Shifting to short videos risks cannibalising advertising elsewhere. But it might help Meta deal with market saturation. The monthly active user count is still ticking up and has reached 3.64bn. But adding new users means tapping emerging markets where advertising revenue per head is far lower than it is in the US. Five years ago, annual revenue growth topped 50 per cent. This year it is expected to be 11 per cent. Finding ways to encourage existing users to consume more content is one way to raise advertising rates.
Meta is in a delicate position. It is trying to convince investors to come with it as it moves the business to the metaverse — a digital world still under construction. In theory this could unlock an entirely new source of revenue. But it is expensive. Reality Labs, where the metaverse is being cooked up, lost $3bn in the last quarter. Across the company, R&D costs rose 48 per cent.
The problem is that the advertising business funding this transformation is downbeat.

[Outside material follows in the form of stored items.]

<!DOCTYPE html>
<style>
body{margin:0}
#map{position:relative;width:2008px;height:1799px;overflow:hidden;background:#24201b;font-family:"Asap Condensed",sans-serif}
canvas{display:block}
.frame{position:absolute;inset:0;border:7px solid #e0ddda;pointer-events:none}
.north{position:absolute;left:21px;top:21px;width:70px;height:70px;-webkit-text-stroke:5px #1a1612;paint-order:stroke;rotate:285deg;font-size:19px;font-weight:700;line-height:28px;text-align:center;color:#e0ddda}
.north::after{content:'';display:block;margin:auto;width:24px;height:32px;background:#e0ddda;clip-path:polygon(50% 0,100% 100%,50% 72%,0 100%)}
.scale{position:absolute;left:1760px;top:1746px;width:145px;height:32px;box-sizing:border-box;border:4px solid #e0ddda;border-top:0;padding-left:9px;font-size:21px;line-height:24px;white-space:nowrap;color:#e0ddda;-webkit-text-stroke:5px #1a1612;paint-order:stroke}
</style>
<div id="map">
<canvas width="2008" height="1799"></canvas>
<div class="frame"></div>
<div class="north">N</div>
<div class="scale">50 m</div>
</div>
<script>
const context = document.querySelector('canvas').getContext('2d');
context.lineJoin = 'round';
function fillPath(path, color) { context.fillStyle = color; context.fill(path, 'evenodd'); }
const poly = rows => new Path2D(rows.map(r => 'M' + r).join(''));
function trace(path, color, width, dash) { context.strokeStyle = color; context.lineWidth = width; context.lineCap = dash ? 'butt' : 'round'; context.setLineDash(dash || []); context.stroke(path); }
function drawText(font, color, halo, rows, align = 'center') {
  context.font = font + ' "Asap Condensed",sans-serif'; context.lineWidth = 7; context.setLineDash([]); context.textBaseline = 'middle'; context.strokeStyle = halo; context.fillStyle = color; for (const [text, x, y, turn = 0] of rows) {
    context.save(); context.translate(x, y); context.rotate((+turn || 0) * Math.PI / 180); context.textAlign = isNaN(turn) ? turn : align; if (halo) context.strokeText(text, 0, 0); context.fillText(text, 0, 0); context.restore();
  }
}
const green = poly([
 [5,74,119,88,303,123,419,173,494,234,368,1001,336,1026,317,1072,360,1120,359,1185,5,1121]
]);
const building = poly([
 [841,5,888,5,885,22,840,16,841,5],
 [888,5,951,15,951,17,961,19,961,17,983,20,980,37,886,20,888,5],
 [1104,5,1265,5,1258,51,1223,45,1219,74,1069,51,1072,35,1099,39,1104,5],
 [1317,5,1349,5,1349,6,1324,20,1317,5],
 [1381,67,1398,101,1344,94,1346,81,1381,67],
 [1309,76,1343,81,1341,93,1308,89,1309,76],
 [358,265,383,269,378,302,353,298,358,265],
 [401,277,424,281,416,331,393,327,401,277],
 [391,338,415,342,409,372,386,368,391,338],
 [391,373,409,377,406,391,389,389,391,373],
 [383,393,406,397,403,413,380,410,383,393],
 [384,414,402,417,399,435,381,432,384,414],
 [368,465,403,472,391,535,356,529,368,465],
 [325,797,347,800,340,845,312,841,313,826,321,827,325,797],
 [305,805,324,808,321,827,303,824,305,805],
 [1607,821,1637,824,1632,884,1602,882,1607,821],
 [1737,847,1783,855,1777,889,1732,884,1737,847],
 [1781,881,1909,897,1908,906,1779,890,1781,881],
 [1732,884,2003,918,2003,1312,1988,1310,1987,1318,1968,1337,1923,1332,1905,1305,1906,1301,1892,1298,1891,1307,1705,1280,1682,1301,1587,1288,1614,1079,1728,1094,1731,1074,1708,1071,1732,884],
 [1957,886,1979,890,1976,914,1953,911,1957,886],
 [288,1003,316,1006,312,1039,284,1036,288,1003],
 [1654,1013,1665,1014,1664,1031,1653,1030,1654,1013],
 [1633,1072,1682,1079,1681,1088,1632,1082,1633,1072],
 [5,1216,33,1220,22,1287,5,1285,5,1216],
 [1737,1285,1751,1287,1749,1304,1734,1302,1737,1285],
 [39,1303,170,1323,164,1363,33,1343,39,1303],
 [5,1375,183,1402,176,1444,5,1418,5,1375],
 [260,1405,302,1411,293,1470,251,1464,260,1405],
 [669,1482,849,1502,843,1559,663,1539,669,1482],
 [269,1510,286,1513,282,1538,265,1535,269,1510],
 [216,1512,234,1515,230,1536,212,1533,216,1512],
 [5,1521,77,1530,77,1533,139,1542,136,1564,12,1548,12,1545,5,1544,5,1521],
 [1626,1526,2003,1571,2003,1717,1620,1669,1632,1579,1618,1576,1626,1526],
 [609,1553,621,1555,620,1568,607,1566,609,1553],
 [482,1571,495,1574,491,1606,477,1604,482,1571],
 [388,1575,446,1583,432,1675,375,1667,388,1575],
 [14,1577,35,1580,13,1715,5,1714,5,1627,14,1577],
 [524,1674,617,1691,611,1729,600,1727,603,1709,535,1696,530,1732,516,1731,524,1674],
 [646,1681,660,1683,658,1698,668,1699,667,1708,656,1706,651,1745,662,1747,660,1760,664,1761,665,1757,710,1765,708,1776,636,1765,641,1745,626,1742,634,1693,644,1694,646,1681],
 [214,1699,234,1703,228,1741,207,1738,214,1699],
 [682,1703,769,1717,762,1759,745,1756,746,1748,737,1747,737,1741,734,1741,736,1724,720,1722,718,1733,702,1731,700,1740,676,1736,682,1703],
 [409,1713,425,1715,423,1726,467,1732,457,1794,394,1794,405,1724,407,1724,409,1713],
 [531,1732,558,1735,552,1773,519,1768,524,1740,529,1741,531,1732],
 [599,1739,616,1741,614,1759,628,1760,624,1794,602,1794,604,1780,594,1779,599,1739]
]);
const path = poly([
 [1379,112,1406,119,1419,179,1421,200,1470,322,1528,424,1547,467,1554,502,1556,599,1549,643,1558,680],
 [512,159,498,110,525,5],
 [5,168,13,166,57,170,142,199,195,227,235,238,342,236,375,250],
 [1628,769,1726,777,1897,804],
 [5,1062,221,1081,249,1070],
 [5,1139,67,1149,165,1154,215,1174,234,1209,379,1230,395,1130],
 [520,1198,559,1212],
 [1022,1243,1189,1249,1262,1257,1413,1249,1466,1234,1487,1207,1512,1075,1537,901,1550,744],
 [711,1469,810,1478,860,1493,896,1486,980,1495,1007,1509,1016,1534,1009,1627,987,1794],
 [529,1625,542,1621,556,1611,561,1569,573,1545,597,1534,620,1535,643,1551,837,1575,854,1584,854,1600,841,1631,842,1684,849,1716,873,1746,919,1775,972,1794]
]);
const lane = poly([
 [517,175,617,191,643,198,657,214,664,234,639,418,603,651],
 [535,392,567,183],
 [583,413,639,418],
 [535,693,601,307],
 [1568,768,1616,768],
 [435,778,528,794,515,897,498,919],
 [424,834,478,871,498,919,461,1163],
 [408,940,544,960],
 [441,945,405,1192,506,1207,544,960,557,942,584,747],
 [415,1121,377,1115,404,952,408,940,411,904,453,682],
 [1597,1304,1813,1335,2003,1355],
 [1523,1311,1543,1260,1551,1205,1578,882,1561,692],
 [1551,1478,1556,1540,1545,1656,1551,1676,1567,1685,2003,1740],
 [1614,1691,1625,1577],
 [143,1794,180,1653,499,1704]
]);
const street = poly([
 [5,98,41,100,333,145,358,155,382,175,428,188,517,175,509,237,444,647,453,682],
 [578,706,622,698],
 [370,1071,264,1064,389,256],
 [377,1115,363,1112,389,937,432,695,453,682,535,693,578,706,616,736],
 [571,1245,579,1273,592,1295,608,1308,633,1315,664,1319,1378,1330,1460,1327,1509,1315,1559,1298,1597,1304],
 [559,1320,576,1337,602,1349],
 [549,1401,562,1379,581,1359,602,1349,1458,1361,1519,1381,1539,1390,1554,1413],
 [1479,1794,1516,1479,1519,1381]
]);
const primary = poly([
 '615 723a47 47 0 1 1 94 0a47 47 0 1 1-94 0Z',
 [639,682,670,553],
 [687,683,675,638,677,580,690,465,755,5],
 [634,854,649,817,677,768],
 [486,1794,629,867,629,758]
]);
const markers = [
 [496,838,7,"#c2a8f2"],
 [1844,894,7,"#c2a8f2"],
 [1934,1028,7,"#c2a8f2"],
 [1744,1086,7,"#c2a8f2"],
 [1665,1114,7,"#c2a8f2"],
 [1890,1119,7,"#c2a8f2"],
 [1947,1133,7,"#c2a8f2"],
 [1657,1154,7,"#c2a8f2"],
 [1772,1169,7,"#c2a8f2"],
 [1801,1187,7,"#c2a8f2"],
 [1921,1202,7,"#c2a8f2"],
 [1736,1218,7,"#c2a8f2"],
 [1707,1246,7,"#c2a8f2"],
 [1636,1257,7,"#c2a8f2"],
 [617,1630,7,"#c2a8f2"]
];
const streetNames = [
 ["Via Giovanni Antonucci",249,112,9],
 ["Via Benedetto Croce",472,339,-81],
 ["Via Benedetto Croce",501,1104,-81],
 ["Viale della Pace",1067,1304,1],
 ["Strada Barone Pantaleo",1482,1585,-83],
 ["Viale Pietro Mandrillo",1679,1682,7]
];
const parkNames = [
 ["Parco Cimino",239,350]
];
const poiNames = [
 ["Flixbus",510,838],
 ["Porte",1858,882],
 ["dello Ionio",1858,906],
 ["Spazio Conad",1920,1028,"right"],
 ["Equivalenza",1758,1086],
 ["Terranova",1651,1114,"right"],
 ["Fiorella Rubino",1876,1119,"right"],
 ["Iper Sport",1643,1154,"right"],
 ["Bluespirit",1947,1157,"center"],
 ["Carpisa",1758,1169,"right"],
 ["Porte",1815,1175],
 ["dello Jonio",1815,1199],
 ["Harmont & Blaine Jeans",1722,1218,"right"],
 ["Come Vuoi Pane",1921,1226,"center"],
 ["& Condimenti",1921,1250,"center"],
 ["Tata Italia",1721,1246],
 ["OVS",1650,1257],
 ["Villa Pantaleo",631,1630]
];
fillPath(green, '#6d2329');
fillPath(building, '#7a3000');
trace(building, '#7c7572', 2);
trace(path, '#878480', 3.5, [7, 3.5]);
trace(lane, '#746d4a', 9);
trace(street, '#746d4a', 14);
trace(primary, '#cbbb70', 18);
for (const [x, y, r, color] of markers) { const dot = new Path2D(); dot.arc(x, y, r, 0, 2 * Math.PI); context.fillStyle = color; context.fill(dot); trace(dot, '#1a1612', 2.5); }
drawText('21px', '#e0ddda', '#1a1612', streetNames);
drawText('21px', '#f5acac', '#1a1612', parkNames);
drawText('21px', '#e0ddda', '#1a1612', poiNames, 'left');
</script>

Advertising still accounts for 97 per cent of revenue, making Meta one of the least diversified Big Tech companies. It is right to press the brakes on spending.
But it is also good to remember just how big Meta is. Across Facebook, Instagram and WhatsApp its user base is equal to more than three-quarters of the internet-using world outside China, according to Jefferies. Free cash flow generation is high. At $8.5bn it has a margin of 30 per cent. Messaging revenue, ecommerce and virtual reality are all still in development. Plus it has seen off multiple rivals in the past. It is still too early to declare that TikTok has stolen Meta’s crown.